Records from a data source »
━━━━━━━━━━━━━━━━━━━━

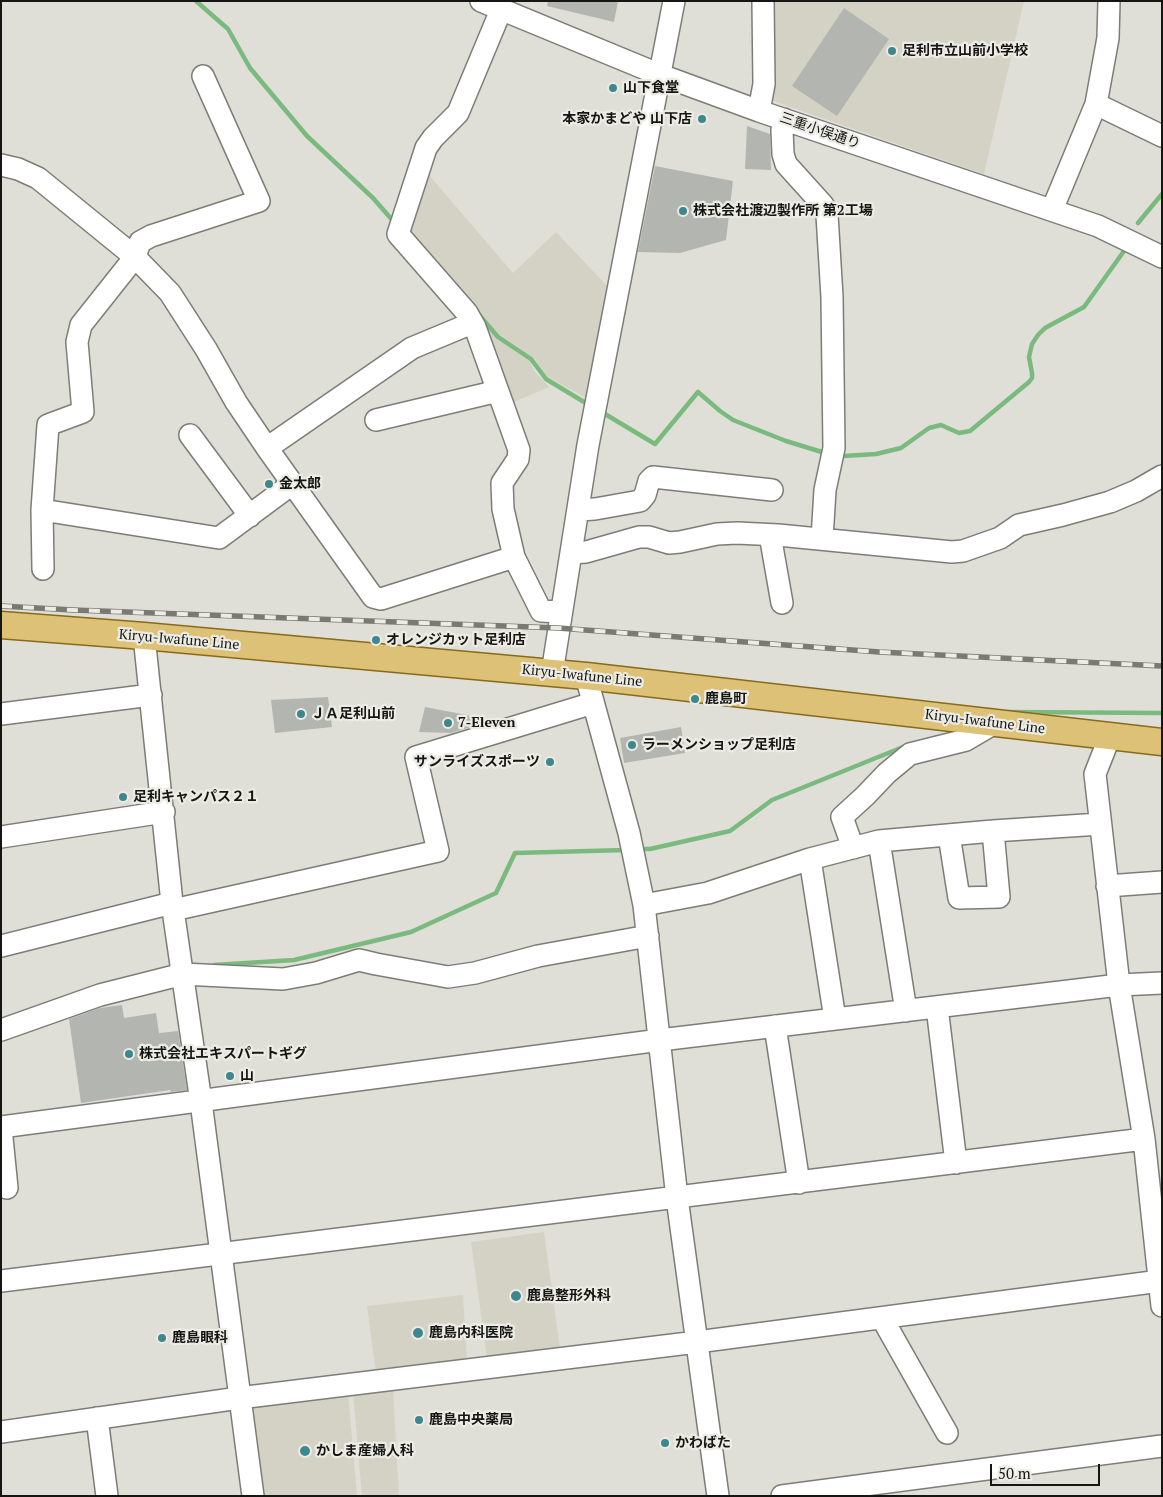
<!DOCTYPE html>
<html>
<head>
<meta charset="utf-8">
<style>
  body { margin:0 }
  #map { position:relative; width:1163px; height:1497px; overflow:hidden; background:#dfdfd8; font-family:"PT Serif",serif }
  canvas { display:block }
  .frame { position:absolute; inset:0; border:2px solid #151513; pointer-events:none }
  .scale { position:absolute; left:990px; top:1464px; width:110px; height:22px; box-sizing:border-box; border:2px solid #151513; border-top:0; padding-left:6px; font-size:15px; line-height:18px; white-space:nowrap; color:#151513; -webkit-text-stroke:4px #ecece5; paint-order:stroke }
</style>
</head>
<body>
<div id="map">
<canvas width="1163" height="1497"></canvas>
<div class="frame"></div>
<div class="scale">50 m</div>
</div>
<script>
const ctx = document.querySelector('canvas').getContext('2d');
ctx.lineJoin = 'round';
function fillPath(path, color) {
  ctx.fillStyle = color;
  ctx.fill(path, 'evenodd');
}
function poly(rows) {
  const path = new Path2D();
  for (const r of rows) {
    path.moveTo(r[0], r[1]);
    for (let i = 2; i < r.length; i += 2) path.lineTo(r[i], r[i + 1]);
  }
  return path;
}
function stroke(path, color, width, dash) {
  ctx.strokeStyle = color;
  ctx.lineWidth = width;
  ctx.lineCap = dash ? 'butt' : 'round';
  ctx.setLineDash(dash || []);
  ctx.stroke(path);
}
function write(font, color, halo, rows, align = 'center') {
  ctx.font = font + ' "PT Serif","Noto Sans JP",serif';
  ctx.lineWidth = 4.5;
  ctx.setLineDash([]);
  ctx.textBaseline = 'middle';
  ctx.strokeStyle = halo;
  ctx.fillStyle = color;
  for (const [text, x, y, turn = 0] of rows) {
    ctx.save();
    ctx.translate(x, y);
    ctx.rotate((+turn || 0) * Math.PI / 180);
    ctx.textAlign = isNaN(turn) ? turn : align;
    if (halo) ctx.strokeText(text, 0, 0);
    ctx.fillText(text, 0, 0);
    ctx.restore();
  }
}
fillPath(poly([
  [772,1,1024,1,984,174,773,101],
  [423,168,513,273,556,232,608,287,588,399,545,375,535,359,530,362,535,372,549,387,507,405,473,314,403,234],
  [544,1232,560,1349,487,1358,471,1242],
  [463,1295,467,1360,376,1373,367,1306],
  [393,1388,399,1496,362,1496,353,1392],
  [348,1392,357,1496,263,1496,252,1407]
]), '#d3d2c4');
stroke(poly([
  [196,1,228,29,250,68,307,136,373,198,394,222],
  [1138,223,1162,194],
  [480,316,498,337,531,359,546,379,589,405],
  [600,411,655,444,698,392,720,411,733,420,786,441,825,453],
  [844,456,876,454,901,448,929,428,941,425,959,433,970,431,1029,382,1032,378,1032,373,1029,357,1032,344,1038,335,1045,328,1084,307,1124,251],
  [1007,712,1162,713],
  [639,849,650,849,730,831,772,800,903,747],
  [214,965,294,960,411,932,496,893,515,853,626,850]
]), '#7bba7e', 4.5);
fillPath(poly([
  [548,1,618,1,614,22,547,6],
  [844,8,889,39,837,116,792,86],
  [747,126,770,134,771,170,745,169],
  [655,166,733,181,726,240,680,253,638,252],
  [328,697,332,727,275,733,271,700],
  [425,707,472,716,471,727,451,733,419,732],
  [681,727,685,753,624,763,620,738],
  [122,1005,124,1018,156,1013,159,1033,178,1031,187,1090,171,1092,170,1090,81,1103,69,1019,100,1008]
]), '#b3b6b0');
const minor = poly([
  [481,1,658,74,759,111,1098,226,1162,257],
  [501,10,458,113,433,138,426,148,398,234,467,313,475,327,519,450,518,459,502,483,503,509,514,557,541,611,561,612],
  [1096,104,1162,136],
  [759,111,764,84,763,1],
  [784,119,782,130,783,154,786,164,823,205,827,215,832,297,834,448,825,490,822,539],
  [1,165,18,169,38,178,135,257,170,293,206,349,236,402,267,448,373,597,381,599,514,557],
  [1052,210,1096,104,1108,38,1109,1],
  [376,420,498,391],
  [190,435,250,516],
  [267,448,412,348,472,323],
  [42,510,219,538,292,484],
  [578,510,595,509,640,501,645,495,649,481,653,477,772,490],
  [770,535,782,603],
  [571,553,586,552,639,537,649,537,669,543,680,542,717,534,737,533,778,535,952,552,963,551,1000,538,1019,525,1063,515,1110,502,1136,491,1162,476],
  [43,569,42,510,48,425,83,412,77,342,81,325,135,257,140,242,151,236,259,201,203,76],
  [144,636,172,903,201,1102,253,1496],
  [552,673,588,445,674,1],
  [586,676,629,833,644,905,677,1198,718,1496],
  [1,714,151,695],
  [1110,736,1095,774,1119,985,1144,1139,1162,1306],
  [949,835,959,898,999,897,993,831],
  [1,837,164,812],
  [879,841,906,1011],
  [853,848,842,817,865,796,887,773,910,754,966,740,995,723],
  [810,859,835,1019],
  [1107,886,1162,882],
  [644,905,708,893,810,859,879,841,993,831,1100,824],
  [173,910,438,851,416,757,593,703],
  [1,946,172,903],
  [937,1007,956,1163],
  [775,1026,799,1183],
  [1,1030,100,995,183,974,283,979,316,973,359,960,376,964,448,977,475,973,538,956,648,936],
  [1,1127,660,1040,1119,985,1162,983],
  [1,1128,7,1188],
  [1,1281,1144,1139],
  [882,1318,947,1433],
  [97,1418,107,1496],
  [1,1432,239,1398,697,1342,1160,1281],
  [782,1496,1162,1446]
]);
const major = poly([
  [1,625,144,636,586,676,1162,742]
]);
stroke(minor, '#7d7d77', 24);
stroke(major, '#886a18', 29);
stroke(minor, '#fff', 21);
stroke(major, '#ddc176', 26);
const rail = poly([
  [1,606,73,610,558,628,879,652,1162,666]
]);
stroke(rail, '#7a7a75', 5.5);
stroke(rail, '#ecece5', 4, [11]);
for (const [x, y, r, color] of [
  [892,51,5,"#3f878f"],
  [613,88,5,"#3f878f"],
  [702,119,5,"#3f878f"],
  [683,211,5,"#3f878f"],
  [269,484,5,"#3f878f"],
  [376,640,5,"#3f878f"],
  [695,699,5,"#3f878f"],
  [301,714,5,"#3f878f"],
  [448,723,5,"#3f878f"],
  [632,745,5,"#3f878f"],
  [550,762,5,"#3f878f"],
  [123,797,5,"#3f878f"],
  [129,1054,5,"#3f878f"],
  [230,1076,5,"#3f878f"],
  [516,1296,6,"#3f878f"],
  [418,1333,6,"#3f878f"],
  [162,1338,5,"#3f878f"],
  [419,1420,5,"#3f878f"],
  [665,1443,5,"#3f878f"],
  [305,1451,6,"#3f878f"]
]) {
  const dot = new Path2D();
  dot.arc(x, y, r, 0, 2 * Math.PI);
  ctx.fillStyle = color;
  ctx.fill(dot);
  stroke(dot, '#ecece5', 2);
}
write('bold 14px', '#151513', '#ecece5', [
  ["足利市立山前小学校",902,51],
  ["山下食堂",623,88],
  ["本家かまどや 山下店",692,119,"right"],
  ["株式会社渡辺製作所 第2工場",693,211],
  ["金太郎",279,484],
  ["オレンジカット足利店",386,640],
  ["鹿島町",705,699],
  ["ＪＡ足利山前",311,714],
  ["7-Eleven",458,723],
  ["ラーメンショップ足利店",642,745],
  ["サンライズスポーツ",540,762,"right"],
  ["足利キャンパス２１",133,797],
  ["株式会社エキスパートギグ",139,1054],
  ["山",240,1076],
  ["鹿島整形外科",527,1296],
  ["鹿島内科医院",429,1333],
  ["鹿島眼科",172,1338],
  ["鹿島中央薬局",429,1420],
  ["かわばた",675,1443],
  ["かしま産婦人科",316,1451]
], 'left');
write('14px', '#151513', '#ecece5', [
  ["三重小俣通り",820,131,19],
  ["Kiryu-Iwafune Line",179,640,5],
  ["Kiryu-Iwafune Line",582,676,6],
  ["Kiryu-Iwafune Line",985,722,7]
]);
</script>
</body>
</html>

━━━━━━━━━━━━━━━━━━━━

The response must contain each line above that holds the string "strokeStyle".

Solution to the exercise »
  ctx.strokeStyle = color;
  ctx.strokeStyle = halo;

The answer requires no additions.